If you had a bullish portfolio this spring, you're feeling pretty good right about now. The market (S&P500) is up almost 20% since the lows of February. Tesla (NASDAQ:TSLA) is up 60%, Amazon (NASDAQ:AMZN) is up 56%, Nvidia (NASDAQ:NVDA) is up 128%.
This leads to the question, what has changed since then?
The first point was the fears of a US recession have been denied by a sprawling jobs market and increased consumer spending.
A lot of market experts feared that we would get into a recession with negative GDP growth. (Two quarters with consecutive negative growth is considered a recession.)
US GDP Quarterly Change (Year-over-Year)
Although spending by everyday Americans, the lifeblood of the world's largest economy, grew at the slowest pace in two years.
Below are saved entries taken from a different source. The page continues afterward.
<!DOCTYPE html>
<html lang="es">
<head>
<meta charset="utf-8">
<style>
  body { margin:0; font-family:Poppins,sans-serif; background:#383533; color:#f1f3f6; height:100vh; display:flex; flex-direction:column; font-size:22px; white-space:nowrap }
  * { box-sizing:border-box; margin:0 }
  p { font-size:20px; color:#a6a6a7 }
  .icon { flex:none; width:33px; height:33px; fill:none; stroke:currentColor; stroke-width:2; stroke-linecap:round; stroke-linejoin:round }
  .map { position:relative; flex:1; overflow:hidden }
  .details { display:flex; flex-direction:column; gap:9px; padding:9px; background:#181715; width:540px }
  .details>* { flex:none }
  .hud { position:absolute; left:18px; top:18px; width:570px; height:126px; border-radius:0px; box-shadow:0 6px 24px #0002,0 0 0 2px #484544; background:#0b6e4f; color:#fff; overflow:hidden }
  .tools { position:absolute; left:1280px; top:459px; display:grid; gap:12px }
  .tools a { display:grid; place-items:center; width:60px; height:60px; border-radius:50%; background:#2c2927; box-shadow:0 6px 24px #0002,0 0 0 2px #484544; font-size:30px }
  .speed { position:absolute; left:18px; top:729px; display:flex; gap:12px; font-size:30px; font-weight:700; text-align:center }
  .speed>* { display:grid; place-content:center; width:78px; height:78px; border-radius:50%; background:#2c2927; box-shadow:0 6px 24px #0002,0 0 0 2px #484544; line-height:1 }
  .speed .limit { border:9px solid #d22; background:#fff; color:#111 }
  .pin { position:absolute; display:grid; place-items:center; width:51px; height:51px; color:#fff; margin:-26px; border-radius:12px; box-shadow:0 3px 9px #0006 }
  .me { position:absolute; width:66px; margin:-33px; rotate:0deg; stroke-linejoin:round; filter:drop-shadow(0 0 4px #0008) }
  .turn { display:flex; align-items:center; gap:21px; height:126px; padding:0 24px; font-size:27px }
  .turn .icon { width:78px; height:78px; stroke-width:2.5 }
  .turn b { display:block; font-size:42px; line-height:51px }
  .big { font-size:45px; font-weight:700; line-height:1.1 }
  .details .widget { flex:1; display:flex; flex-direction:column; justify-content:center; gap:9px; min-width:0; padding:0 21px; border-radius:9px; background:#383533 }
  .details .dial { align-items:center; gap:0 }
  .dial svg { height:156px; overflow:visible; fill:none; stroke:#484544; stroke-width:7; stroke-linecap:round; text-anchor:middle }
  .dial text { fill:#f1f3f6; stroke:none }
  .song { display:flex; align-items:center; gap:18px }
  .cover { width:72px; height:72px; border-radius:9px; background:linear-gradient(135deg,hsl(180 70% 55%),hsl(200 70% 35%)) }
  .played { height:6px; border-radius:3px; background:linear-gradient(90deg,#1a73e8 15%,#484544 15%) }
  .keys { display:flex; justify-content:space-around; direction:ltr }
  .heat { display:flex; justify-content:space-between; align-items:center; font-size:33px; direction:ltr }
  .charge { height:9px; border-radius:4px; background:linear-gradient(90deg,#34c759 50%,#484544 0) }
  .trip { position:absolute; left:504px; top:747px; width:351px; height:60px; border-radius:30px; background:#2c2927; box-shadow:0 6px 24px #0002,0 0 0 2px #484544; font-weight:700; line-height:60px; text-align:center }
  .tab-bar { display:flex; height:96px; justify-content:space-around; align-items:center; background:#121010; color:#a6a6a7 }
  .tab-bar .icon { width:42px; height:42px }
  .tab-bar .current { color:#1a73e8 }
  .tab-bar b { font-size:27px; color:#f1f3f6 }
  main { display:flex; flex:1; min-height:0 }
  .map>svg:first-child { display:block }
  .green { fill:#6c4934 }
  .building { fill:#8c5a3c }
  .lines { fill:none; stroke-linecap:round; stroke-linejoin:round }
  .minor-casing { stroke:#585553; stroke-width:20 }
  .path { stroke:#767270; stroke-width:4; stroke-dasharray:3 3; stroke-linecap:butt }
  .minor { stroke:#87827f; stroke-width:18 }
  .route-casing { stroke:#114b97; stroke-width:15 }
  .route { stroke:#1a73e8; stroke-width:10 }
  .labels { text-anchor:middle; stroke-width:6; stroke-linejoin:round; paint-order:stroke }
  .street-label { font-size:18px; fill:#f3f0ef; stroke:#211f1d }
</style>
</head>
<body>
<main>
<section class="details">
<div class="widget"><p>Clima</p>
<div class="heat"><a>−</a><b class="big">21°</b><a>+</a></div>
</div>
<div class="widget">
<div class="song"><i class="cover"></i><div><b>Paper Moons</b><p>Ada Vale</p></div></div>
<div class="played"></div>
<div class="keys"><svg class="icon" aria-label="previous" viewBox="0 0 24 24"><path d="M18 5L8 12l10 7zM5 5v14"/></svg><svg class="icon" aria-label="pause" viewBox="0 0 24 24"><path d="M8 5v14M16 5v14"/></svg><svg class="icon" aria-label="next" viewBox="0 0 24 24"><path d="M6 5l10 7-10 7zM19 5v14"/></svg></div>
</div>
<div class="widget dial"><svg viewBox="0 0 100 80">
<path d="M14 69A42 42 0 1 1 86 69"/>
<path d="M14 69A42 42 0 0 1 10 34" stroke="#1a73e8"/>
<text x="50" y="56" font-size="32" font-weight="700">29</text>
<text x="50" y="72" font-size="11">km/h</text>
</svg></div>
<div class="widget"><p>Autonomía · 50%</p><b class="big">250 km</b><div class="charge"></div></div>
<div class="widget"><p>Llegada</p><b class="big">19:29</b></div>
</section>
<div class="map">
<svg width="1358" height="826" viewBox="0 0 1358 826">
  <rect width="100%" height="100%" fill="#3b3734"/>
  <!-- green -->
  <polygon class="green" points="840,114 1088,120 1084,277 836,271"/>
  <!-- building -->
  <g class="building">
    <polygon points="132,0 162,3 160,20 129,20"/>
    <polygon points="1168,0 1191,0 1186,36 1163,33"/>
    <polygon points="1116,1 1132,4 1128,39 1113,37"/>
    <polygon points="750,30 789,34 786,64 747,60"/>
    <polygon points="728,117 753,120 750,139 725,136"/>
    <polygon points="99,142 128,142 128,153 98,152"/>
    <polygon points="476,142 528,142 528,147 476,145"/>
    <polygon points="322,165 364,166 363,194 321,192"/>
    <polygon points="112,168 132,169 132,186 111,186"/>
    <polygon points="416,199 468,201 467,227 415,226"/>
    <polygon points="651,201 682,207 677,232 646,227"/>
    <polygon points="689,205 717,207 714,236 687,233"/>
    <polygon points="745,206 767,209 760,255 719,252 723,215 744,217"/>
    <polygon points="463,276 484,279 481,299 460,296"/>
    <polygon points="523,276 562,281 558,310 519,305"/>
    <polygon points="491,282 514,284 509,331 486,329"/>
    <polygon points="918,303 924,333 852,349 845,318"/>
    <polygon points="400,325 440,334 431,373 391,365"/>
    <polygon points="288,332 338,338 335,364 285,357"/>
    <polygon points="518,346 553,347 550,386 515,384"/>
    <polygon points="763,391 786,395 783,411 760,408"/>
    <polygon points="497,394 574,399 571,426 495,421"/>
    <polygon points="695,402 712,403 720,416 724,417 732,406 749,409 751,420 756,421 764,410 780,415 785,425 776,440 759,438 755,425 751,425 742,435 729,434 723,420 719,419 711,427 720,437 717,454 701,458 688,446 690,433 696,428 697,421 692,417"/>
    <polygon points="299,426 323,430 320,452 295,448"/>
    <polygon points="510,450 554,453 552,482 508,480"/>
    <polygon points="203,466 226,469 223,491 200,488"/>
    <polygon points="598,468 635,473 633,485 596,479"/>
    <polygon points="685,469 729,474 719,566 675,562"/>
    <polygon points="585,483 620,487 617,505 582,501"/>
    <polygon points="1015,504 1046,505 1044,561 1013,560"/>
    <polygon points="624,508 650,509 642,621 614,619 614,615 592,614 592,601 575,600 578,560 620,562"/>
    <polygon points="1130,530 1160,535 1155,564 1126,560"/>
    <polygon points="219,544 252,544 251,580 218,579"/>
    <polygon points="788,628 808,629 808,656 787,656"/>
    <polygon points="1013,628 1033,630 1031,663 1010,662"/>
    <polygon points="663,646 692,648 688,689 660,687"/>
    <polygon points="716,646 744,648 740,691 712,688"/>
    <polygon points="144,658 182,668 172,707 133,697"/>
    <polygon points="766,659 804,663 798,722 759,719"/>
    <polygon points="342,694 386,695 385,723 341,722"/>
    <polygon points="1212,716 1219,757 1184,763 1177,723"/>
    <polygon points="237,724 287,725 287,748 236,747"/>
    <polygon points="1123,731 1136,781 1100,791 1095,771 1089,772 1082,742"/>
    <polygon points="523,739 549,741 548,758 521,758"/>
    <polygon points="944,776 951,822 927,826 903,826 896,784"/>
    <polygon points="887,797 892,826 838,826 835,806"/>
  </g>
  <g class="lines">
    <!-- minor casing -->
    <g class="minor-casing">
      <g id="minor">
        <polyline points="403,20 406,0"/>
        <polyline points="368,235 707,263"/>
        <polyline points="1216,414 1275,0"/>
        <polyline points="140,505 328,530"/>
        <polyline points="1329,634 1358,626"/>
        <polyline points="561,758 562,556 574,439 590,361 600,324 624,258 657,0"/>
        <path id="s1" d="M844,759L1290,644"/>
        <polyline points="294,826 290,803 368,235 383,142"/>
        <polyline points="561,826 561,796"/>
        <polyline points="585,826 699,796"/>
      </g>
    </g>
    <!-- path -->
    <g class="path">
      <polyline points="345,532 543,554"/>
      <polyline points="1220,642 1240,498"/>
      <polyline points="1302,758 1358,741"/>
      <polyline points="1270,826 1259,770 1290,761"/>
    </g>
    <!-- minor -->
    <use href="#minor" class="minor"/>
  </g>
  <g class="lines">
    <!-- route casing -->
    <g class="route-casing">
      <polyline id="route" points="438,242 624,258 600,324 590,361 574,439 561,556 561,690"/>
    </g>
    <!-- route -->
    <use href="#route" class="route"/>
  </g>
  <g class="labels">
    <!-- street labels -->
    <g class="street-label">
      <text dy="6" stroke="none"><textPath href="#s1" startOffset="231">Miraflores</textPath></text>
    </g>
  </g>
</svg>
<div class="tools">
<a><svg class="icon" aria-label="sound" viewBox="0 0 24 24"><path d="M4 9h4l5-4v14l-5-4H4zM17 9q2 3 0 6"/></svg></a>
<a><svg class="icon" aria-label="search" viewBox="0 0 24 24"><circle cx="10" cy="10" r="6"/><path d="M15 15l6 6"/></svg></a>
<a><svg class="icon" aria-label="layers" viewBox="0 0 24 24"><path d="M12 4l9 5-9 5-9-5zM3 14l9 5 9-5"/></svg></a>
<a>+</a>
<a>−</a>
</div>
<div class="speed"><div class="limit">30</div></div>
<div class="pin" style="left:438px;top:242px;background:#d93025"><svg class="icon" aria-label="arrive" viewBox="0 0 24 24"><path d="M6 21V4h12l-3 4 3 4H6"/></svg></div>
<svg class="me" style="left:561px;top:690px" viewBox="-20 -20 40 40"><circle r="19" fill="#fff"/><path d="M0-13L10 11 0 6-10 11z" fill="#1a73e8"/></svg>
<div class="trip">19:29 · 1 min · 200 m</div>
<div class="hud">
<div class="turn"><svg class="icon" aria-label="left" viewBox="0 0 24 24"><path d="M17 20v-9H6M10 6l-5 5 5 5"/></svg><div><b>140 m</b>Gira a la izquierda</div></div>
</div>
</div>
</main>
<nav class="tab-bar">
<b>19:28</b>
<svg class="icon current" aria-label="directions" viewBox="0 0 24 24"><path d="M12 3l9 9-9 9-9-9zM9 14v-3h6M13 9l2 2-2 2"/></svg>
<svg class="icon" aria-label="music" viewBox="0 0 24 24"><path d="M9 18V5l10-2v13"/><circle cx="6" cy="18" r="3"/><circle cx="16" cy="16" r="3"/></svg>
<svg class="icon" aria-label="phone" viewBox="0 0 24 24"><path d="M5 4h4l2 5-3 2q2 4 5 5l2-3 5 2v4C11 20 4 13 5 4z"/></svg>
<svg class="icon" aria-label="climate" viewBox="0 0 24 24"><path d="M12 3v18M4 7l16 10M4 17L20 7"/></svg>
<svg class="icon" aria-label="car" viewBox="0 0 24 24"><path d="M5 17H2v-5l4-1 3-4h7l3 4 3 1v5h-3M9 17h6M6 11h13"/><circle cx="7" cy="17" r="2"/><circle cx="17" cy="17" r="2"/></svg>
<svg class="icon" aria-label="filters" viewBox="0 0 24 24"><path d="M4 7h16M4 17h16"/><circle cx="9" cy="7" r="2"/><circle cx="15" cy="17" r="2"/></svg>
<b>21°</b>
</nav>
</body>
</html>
It only grew at a 1.5% annual pace in the first quarter, compared to the estimate of 1.9%. Representing more than two-thirds of the demand in the economy, consumer spending is one of the key indicators of a healthy US economy.
The second point was China with their debt piling on and people start to think it's 2008 all over again.
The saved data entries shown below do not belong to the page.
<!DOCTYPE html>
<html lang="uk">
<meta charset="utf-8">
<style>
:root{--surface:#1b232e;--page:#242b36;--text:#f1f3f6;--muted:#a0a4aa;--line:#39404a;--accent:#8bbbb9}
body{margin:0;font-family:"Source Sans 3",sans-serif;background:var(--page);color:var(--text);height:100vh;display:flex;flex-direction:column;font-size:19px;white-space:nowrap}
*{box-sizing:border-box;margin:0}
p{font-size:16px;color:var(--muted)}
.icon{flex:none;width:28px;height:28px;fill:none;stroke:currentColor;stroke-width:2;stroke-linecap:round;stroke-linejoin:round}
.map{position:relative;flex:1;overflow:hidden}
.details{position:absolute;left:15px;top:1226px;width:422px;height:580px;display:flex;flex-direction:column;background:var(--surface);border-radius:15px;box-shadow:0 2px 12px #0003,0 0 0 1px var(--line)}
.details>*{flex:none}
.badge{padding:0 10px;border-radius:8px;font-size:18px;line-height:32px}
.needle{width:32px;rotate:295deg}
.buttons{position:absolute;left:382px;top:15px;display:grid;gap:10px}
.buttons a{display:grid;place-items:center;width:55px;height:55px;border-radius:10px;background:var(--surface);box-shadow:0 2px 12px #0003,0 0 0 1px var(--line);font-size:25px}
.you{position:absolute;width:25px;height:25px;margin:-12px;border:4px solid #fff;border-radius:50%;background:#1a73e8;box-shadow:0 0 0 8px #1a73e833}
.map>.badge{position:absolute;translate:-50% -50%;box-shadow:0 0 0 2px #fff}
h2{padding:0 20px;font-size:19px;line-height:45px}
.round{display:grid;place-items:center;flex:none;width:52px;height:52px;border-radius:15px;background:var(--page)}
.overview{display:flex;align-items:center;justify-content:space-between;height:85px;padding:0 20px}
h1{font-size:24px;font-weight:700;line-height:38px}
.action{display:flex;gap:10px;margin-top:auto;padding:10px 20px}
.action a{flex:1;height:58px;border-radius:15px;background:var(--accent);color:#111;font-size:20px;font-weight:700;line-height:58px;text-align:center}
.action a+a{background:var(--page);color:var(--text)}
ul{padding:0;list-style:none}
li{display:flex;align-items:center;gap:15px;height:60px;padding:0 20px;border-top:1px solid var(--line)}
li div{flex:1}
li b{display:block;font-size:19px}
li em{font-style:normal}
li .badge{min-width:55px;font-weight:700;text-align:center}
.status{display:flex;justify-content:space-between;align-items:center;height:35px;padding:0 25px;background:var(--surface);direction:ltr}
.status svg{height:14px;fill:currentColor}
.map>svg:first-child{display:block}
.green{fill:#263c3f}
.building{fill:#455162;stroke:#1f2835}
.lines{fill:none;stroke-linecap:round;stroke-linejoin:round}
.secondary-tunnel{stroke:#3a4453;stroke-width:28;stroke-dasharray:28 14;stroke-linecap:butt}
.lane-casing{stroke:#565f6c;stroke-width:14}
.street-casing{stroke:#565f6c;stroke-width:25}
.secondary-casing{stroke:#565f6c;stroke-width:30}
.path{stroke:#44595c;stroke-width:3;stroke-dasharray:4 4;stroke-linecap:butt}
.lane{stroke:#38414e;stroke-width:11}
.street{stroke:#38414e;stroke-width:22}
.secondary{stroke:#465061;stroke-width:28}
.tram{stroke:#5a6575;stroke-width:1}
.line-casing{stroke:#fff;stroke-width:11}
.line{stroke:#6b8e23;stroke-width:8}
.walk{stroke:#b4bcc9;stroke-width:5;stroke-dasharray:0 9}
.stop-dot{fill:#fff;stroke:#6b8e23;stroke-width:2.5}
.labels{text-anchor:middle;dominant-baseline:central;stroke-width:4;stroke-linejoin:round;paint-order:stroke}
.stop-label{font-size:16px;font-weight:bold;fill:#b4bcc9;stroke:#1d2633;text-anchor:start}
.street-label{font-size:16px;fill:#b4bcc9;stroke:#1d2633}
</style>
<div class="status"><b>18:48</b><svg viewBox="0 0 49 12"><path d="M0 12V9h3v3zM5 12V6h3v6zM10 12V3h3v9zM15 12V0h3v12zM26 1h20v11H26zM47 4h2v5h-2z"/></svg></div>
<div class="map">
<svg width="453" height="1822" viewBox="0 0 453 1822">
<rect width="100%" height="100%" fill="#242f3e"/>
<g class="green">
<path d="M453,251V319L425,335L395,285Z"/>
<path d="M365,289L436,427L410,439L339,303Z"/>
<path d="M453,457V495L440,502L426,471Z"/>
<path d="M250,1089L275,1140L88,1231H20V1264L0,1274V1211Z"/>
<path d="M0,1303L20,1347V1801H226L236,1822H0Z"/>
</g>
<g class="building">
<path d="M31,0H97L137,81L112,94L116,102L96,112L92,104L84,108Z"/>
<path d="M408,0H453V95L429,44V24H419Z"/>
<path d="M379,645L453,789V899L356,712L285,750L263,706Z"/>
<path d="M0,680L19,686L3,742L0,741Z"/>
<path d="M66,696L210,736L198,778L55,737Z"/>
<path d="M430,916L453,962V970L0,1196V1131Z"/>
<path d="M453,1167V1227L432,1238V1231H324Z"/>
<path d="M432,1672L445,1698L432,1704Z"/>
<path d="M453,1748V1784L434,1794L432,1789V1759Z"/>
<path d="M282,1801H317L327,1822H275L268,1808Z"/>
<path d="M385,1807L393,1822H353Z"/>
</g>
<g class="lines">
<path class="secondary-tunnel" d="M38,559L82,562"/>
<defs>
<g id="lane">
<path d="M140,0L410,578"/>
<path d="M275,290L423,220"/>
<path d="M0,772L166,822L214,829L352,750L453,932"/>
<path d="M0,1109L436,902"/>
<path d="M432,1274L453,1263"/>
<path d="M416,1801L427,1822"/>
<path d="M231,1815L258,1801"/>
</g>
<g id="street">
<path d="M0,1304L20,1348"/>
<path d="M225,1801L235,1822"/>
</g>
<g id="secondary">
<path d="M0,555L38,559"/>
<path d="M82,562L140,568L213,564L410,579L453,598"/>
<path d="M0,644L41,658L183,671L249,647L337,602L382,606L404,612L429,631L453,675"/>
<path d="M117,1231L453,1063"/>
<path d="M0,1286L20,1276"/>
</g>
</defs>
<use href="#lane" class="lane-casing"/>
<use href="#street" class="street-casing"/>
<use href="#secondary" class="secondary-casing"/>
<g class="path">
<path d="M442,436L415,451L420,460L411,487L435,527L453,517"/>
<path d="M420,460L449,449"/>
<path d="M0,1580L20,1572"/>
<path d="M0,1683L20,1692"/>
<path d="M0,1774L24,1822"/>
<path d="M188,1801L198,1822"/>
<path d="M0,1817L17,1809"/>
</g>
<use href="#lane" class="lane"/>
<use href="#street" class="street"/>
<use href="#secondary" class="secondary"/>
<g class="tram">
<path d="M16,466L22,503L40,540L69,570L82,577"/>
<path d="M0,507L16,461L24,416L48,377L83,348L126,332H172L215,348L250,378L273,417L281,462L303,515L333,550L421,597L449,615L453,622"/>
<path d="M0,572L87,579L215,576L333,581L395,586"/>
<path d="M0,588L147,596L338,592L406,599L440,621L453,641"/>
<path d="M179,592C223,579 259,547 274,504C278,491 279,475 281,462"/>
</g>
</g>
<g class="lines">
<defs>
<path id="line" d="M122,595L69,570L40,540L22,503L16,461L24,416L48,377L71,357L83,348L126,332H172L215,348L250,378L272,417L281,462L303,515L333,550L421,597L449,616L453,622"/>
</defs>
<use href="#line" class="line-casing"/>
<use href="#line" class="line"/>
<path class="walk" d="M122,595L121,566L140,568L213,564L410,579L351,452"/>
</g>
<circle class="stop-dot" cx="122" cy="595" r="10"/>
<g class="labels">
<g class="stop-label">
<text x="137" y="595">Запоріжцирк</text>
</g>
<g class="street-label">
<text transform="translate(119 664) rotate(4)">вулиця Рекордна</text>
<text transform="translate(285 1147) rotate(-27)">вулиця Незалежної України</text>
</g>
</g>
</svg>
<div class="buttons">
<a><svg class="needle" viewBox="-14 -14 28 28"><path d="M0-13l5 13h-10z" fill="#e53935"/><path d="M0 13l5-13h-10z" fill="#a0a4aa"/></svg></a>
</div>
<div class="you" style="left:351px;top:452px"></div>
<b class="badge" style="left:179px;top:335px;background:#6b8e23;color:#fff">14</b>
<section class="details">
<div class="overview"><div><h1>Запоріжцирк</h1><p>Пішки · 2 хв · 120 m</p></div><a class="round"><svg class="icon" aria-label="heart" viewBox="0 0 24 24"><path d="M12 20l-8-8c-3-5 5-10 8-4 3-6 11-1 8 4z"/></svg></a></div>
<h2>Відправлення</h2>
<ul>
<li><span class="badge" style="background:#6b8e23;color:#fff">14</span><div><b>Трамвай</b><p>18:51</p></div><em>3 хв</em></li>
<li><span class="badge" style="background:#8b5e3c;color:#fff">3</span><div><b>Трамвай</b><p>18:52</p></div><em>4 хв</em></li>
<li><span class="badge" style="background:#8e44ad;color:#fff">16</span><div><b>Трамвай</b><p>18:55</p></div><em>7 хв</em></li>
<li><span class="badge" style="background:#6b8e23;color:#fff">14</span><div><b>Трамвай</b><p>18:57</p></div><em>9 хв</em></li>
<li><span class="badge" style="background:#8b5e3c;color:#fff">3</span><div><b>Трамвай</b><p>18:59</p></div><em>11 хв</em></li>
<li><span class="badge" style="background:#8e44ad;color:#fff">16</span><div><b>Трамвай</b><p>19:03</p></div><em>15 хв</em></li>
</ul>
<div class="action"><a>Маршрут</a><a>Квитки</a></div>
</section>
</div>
The biggest difference is that China has many more levers to pull with fiscal (political) and monetary policies. This was clearly shown in May when their manufacturing numbers came out.
Beijing's frontloading of monetary and fiscal stimulus early this year should make it easier for China to reach its 2016 growth target of at least 6.5% this year.
The third point was oil. It had plummeted 40% from November to January and it looked like the whole market was going to crash and burn.
However, after multiple rigs were taken offline and Canadian wildfires brought down the production price rebounded.
So where do we go from here?
The US economy looks strong and will deliver GDP growth of 2.4%-2.7% next two quarters.
We revise up 3Q GDP growth to 2.4% and 4Q to 2.7% due to inventory restocking. This translates to only 1.5% growth this year. Much of the recent weakness owes to mismanagement of inventories, energy and trade shocks. "Core" GDP growth looks healthy. The shocks are fading, allowing for better headline growth in 2H. This would give the Fed the option for a December hike. - Bank of America
The Chinese economy will hit its targets for this year, but increases the future risk of an economic crisis.
We expect output expansion to slow in the second half of the year, averaging 6.5 percent in 2016 and 6.1 percent in 201. We anticipate the policy rates to be reduced by 25 bps by year-end. China's inflation remains manageable, allowing for further stimulus. - Scotiabank
Oil will drop further.
Prices could dip a little further, but none of the market watchers expect a retreat to the $20s. Nor do they see prices going much above $50. Also, most investment banks haven't changed their long-term price forecasts for crude oil to be near $50 toward year's end. -US Bank
The conclusion is, don't expect another 20% rally in the market but don't expect a crash either. It will chug along in its channel and will be an excellent opportunity for stock-pickers to outperform the market.